**To do**
Pick every line out of the entries below that has the string "Road", and copy it.

**Material to process**
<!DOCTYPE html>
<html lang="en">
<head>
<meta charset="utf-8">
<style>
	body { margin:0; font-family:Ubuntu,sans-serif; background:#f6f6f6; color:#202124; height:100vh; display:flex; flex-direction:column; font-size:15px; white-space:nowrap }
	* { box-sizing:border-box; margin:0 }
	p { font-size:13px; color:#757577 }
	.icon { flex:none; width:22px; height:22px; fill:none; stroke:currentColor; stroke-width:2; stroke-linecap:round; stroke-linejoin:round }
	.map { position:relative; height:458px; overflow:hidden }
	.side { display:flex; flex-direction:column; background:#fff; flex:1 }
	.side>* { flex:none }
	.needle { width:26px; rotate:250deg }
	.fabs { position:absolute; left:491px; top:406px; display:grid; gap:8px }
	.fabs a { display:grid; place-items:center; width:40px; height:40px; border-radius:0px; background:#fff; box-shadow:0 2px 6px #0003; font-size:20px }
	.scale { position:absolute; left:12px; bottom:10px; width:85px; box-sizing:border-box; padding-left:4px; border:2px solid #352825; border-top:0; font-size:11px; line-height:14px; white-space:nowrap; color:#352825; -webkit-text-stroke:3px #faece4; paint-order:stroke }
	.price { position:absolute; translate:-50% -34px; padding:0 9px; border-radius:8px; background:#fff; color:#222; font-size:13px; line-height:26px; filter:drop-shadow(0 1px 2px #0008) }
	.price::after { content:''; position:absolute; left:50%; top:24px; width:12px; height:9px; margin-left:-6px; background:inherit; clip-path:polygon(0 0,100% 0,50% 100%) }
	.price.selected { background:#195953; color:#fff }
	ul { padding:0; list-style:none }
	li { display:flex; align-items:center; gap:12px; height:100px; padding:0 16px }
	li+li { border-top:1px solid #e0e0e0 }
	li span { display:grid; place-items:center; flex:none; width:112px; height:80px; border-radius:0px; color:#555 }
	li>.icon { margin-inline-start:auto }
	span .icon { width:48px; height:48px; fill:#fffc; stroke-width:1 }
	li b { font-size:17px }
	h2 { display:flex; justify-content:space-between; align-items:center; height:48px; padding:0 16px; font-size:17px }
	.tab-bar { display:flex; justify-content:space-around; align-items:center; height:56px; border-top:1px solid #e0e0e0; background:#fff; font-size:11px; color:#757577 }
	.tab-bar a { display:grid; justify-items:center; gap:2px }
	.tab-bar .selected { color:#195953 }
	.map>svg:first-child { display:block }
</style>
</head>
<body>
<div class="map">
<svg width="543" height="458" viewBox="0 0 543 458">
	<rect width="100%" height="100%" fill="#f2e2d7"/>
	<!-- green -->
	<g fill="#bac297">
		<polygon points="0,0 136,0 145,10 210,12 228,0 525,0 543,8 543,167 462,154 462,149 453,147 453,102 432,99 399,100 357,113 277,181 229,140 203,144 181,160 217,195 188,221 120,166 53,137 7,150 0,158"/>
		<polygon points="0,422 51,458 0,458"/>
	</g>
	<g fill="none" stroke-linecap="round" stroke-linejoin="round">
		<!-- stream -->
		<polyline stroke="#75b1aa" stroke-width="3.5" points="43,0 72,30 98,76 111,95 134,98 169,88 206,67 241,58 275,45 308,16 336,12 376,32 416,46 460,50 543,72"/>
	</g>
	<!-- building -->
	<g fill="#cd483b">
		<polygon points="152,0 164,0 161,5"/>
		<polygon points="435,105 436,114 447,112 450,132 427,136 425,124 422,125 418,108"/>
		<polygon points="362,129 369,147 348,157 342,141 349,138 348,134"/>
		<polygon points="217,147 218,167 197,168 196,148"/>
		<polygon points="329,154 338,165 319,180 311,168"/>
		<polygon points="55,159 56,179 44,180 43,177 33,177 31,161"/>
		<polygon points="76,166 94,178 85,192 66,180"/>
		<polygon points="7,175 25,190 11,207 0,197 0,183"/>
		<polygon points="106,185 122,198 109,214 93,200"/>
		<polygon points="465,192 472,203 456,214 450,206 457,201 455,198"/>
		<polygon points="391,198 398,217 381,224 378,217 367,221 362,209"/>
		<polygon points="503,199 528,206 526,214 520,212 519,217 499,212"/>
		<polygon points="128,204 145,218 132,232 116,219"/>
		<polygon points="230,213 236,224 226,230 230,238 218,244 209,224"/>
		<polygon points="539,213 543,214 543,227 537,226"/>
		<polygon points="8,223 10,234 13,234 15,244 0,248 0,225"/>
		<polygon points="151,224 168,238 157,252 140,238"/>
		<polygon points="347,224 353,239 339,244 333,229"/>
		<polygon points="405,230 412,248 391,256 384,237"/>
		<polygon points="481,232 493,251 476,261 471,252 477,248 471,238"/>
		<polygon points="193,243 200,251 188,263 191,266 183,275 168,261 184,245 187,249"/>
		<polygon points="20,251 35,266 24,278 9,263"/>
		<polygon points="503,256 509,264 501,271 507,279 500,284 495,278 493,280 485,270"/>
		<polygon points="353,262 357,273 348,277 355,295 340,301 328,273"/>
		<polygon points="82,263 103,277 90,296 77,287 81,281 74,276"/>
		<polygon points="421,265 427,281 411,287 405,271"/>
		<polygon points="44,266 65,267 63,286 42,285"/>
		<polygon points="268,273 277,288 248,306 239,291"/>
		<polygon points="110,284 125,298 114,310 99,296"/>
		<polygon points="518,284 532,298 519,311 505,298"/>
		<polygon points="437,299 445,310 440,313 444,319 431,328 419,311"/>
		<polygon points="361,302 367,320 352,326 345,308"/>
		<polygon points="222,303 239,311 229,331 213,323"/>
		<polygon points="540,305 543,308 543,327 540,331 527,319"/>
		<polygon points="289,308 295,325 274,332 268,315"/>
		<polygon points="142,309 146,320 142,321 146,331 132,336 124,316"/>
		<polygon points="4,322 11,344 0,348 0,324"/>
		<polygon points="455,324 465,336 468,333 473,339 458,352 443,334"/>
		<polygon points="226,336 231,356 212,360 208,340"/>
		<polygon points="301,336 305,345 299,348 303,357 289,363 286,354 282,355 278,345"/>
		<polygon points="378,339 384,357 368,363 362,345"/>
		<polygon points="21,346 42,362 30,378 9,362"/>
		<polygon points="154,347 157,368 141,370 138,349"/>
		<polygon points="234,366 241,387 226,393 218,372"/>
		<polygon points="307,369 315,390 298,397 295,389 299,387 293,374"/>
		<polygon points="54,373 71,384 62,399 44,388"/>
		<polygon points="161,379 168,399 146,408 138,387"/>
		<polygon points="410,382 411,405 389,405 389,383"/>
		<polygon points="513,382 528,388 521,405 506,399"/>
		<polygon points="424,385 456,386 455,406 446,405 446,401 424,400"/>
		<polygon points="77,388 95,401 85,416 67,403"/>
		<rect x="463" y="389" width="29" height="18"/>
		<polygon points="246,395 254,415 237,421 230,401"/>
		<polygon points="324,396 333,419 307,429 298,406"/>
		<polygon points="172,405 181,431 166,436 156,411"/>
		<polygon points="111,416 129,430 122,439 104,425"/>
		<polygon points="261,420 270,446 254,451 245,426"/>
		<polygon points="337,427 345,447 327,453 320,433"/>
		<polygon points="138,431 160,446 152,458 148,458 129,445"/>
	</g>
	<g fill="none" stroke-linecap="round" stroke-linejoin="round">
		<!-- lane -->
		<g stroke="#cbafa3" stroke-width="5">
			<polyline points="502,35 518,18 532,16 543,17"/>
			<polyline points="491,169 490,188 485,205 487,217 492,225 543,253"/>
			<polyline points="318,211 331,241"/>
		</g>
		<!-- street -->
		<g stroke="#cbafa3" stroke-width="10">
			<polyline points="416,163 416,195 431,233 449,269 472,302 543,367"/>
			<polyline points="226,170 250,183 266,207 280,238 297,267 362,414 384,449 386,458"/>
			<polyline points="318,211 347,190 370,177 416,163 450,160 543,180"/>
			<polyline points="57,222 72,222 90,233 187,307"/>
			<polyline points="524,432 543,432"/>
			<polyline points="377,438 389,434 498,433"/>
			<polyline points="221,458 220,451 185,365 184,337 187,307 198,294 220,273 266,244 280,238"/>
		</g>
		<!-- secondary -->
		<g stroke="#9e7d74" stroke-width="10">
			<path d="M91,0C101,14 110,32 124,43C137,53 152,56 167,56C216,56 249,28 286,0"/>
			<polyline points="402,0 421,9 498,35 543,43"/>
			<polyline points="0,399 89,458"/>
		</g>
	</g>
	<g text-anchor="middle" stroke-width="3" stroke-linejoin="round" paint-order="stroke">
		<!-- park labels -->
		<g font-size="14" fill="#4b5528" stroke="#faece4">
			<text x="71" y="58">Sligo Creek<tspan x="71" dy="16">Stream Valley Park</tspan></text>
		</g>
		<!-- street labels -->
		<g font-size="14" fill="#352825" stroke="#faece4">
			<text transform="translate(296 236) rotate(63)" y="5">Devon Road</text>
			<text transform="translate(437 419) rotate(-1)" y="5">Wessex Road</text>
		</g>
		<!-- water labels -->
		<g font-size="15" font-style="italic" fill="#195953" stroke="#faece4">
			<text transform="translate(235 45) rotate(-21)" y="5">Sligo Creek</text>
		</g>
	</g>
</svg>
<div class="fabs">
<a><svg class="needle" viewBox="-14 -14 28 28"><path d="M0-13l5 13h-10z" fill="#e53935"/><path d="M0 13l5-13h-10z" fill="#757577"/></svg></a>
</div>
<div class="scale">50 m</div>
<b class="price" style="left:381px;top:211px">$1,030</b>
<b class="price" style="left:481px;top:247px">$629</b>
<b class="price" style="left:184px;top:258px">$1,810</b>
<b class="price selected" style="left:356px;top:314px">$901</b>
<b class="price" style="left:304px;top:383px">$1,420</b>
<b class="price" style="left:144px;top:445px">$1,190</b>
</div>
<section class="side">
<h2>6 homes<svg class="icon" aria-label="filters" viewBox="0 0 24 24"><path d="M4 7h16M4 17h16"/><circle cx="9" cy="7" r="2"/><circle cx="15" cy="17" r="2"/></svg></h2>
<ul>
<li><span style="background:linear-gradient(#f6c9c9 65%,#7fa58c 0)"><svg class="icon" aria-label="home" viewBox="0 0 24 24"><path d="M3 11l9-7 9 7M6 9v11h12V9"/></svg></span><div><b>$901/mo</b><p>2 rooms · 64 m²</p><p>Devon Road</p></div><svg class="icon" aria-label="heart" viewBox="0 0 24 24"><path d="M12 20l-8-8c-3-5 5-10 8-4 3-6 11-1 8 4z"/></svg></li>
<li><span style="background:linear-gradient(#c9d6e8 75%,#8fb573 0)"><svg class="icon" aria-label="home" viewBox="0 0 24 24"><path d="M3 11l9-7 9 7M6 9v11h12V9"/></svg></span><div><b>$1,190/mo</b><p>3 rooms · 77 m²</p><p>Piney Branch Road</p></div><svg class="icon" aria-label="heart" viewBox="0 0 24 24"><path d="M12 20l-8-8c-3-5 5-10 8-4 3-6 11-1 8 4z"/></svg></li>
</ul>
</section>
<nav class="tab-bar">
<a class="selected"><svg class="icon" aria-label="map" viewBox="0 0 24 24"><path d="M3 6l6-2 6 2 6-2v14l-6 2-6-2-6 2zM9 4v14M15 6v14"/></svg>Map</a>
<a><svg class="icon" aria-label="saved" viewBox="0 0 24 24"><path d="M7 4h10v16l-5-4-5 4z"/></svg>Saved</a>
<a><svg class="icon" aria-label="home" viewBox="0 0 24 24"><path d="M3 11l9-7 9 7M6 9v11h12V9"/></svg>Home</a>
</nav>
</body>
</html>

**Task result**
			<text transform="translate(296 236) rotate(63)" y="5">Devon Road</text>
			<text transform="translate(437 419) rotate(-1)" y="5">Wessex Road</text>
<li><span style="background:linear-gradient(#f6c9c9 65%,#7fa58c 0)"><svg class="icon" aria-label="home" viewBox="0 0 24 24"><path d="M3 11l9-7 9 7M6 9v11h12V9"/></svg></span><div><b>$901/mo</b><p>2 rooms · 64 m²</p><p>Devon Road</p></div><svg class="icon" aria-label="heart" viewBox="0 0 24 24"><path d="M12 20l-8-8c-3-5 5-10 8-4 3-6 11-1 8 4z"/></svg></li>
<li><span style="background:linear-gradient(#c9d6e8 75%,#8fb573 0)"><svg class="icon" aria-label="home" viewBox="0 0 24 24"><path d="M3 11l9-7 9 7M6 9v11h12V9"/></svg></span><div><b>$1,190/mo</b><p>3 rooms · 77 m²</p><p>Piney Branch Road</p></div><svg class="icon" aria-label="heart" viewBox="0 0 24 24"><path d="M12 20l-8-8c-3-5 5-10 8-4 3-6 11-1 8 4z"/></svg></li>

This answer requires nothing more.